**INSTRUCTIONS TO FOLLOW**
For the records below, print the lines from the line with "background:#7c3aed; border-color:#fff; box-shadow:0" through the line with "#0004; left:28px; top:126px;" exactly as written; include both end lines and exclude the rest.

BEGIN SOURCE INFORMATION

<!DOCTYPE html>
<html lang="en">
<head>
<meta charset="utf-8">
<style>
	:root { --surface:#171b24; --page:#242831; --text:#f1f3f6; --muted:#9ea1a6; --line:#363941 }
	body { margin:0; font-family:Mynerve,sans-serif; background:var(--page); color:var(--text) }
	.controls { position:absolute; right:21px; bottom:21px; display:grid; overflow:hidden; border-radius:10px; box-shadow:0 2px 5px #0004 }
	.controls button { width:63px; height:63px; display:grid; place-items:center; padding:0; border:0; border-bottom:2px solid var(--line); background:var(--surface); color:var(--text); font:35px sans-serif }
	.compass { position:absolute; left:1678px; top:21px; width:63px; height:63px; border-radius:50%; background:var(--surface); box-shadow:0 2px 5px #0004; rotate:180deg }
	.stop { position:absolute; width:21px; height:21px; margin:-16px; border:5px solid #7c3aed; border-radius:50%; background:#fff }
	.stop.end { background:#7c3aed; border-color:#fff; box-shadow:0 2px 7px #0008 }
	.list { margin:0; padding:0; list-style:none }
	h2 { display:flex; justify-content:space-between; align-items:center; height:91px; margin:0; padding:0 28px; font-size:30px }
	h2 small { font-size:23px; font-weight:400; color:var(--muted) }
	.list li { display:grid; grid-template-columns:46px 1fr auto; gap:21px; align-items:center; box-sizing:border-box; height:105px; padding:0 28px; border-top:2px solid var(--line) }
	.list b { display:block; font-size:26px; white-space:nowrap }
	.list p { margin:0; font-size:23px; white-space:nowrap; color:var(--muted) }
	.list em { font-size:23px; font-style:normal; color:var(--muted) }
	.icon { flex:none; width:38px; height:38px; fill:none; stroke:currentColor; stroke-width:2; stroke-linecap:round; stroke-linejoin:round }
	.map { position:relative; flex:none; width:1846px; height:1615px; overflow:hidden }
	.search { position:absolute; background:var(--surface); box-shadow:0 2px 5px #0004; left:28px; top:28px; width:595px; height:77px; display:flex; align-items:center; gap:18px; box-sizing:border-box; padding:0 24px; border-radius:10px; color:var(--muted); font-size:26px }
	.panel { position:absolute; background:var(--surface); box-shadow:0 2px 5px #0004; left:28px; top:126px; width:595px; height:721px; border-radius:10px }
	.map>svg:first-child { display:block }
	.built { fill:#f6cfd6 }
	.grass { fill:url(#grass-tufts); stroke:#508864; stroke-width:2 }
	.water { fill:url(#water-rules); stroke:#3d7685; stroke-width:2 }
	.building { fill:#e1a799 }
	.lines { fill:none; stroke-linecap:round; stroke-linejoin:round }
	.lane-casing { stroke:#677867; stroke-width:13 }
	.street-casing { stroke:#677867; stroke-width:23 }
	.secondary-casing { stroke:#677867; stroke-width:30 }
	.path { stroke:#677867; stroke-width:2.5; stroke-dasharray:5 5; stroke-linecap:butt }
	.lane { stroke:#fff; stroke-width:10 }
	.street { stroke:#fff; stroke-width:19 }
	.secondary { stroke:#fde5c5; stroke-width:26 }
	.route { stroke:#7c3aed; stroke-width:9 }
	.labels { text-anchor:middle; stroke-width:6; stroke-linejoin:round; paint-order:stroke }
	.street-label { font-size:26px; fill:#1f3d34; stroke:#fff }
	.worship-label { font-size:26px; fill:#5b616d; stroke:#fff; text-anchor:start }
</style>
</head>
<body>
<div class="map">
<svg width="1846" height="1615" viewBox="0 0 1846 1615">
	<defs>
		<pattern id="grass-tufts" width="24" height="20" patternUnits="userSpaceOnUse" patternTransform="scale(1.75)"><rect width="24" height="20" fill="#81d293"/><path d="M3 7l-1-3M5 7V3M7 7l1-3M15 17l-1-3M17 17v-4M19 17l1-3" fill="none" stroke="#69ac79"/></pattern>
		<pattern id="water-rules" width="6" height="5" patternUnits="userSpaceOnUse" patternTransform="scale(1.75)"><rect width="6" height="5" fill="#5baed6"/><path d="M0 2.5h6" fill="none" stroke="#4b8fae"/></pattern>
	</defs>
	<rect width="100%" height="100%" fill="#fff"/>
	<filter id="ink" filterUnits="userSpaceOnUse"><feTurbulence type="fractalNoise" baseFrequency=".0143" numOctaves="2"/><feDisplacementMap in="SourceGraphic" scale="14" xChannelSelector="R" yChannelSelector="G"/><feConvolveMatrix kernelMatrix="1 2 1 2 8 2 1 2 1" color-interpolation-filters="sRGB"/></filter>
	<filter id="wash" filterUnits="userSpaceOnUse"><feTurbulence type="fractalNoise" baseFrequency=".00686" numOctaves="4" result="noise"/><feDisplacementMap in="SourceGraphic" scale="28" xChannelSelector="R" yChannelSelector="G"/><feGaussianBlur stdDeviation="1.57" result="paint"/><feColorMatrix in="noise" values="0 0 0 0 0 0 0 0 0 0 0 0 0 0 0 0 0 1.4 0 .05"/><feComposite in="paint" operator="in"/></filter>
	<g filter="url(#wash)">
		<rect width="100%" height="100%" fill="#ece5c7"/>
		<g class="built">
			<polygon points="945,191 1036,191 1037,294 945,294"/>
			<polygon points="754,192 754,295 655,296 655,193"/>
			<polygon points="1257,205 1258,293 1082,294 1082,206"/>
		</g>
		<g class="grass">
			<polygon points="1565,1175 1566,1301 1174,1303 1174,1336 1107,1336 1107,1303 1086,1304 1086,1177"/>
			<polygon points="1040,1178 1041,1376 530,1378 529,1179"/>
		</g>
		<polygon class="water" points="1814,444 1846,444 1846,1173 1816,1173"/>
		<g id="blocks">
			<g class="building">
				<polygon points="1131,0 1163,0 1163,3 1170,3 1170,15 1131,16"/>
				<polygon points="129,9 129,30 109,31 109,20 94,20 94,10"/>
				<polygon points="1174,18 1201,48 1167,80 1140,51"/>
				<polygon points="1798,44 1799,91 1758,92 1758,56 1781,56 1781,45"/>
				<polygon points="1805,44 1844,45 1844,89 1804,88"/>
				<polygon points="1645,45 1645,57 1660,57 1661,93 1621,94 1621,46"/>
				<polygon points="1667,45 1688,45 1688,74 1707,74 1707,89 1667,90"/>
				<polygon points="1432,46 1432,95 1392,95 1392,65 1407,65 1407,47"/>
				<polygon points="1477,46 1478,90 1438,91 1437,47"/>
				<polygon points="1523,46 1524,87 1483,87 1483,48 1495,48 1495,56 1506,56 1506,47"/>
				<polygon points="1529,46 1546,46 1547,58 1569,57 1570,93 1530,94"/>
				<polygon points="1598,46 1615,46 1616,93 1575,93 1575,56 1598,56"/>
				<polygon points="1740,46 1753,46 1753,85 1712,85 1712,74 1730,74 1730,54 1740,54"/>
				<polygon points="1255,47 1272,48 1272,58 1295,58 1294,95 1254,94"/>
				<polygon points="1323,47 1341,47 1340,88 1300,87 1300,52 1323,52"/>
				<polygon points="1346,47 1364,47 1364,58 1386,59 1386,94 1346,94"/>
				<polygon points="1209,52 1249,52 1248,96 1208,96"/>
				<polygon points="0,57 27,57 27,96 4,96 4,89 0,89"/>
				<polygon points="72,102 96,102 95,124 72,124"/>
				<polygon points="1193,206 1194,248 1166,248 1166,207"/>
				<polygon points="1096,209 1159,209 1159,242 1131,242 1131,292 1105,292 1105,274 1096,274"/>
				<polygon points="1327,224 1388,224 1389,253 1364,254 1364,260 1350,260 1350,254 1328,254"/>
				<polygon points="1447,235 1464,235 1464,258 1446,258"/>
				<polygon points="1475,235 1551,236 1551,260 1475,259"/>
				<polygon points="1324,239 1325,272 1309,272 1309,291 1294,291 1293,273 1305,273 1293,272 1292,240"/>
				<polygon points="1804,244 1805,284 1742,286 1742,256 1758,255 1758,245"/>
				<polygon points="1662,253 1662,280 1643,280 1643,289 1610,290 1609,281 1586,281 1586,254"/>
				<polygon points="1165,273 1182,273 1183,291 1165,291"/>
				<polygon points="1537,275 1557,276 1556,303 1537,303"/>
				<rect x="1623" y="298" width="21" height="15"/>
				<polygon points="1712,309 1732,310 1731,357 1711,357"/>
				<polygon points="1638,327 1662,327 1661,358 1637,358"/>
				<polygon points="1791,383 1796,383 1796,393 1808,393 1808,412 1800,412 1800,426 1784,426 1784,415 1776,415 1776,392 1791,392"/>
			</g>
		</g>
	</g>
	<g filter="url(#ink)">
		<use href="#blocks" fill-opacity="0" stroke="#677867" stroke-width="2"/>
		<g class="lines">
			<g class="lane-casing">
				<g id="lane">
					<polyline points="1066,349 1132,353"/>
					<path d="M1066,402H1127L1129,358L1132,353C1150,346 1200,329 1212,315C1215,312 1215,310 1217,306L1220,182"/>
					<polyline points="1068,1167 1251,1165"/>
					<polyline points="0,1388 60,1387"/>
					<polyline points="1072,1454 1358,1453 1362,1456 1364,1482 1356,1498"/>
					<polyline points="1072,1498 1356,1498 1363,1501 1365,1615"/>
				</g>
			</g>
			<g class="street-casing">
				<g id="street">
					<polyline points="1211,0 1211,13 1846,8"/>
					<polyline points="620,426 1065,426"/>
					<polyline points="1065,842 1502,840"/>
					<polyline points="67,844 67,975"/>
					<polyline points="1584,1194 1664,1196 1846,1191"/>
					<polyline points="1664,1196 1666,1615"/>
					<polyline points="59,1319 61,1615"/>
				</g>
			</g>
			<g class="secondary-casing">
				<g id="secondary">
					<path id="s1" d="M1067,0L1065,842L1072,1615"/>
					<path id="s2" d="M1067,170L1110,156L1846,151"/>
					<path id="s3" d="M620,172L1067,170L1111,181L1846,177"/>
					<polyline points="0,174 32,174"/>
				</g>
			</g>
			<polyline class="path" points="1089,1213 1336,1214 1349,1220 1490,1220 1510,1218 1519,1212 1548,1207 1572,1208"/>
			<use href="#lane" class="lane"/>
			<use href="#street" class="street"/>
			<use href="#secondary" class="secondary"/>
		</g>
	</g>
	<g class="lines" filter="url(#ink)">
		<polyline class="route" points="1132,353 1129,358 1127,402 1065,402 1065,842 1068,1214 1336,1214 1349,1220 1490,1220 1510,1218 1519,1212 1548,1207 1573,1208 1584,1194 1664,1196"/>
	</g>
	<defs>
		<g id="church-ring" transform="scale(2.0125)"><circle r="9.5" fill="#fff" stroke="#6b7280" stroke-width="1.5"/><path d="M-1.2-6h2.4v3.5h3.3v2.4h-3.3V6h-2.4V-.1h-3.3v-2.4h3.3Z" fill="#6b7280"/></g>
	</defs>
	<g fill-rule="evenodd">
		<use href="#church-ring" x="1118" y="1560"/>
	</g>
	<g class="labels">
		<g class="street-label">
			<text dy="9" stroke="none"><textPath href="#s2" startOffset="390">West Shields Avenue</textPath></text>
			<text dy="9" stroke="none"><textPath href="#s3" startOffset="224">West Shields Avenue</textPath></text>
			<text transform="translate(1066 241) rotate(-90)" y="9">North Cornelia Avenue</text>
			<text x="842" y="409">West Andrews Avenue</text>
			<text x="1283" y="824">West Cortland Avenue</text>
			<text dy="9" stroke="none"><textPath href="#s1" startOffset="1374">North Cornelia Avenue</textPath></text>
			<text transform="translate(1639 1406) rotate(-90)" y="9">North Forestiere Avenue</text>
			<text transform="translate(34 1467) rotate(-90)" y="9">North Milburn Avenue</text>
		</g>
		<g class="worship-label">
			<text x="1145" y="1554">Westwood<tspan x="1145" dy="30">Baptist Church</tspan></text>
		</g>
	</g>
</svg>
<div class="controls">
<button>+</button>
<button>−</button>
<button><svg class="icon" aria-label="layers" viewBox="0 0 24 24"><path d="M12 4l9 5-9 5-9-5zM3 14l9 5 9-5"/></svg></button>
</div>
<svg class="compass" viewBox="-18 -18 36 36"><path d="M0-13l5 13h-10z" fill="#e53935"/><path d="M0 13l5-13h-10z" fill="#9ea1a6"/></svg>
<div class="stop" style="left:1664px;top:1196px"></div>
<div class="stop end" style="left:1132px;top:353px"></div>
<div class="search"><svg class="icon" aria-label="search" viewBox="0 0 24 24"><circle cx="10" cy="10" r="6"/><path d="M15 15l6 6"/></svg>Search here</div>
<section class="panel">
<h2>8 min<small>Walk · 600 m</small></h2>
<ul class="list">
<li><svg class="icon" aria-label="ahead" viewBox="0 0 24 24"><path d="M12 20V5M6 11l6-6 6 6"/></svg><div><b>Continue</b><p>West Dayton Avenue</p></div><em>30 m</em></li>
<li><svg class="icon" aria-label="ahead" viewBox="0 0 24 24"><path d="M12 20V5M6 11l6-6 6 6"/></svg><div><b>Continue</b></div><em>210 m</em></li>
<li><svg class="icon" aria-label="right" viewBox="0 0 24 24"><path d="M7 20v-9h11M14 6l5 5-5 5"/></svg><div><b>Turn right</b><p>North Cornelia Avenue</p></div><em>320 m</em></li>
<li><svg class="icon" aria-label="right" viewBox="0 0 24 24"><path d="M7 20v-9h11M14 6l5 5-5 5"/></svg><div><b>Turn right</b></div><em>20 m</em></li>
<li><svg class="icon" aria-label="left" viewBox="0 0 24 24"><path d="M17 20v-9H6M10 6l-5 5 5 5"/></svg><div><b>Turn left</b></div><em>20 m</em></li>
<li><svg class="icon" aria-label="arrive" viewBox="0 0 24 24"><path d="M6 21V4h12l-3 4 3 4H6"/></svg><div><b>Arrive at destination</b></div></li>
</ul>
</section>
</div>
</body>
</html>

END SOURCE INFORMATION

**ANSWER TO THIS PROBLEM**
	.stop.end { background:#7c3aed; border-color:#fff; box-shadow:0 2px 7px #0008 }
	.list { margin:0; padding:0; list-style:none }
	h2 { display:flex; justify-content:space-between; align-items:center; height:91px; margin:0; padding:0 28px; font-size:30px }
	h2 small { font-size:23px; font-weight:400; color:var(--muted) }
	.list li { display:grid; grid-template-columns:46px 1fr auto; gap:21px; align-items:center; box-sizing:border-box; height:105px; padding:0 28px; border-top:2px solid var(--line) }
	.list b { display:block; font-size:26px; white-space:nowrap }
	.list p { margin:0; font-size:23px; white-space:nowrap; color:var(--muted) }
	.list em { font-size:23px; font-style:normal; color:var(--muted) }
	.icon { flex:none; width:38px; height:38px; fill:none; stroke:currentColor; stroke-width:2; stroke-linecap:round; stroke-linejoin:round }
	.map { position:relative; flex:none; width:1846px; height:1615px; overflow:hidden }
	.search { position:absolute; background:var(--surface); box-shadow:0 2px 5px #0004; left:28px; top:28px; width:595px; height:77px; display:flex; align-items:center; gap:18px; box-sizing:border-box; padding:0 24px; border-radius:10px; color:var(--muted); font-size:26px }
	.panel { position:absolute; background:var(--surface); box-shadow:0 2px 5px #0004; left:28px; top:126px; width:595px; height:721px; border-radius:10px }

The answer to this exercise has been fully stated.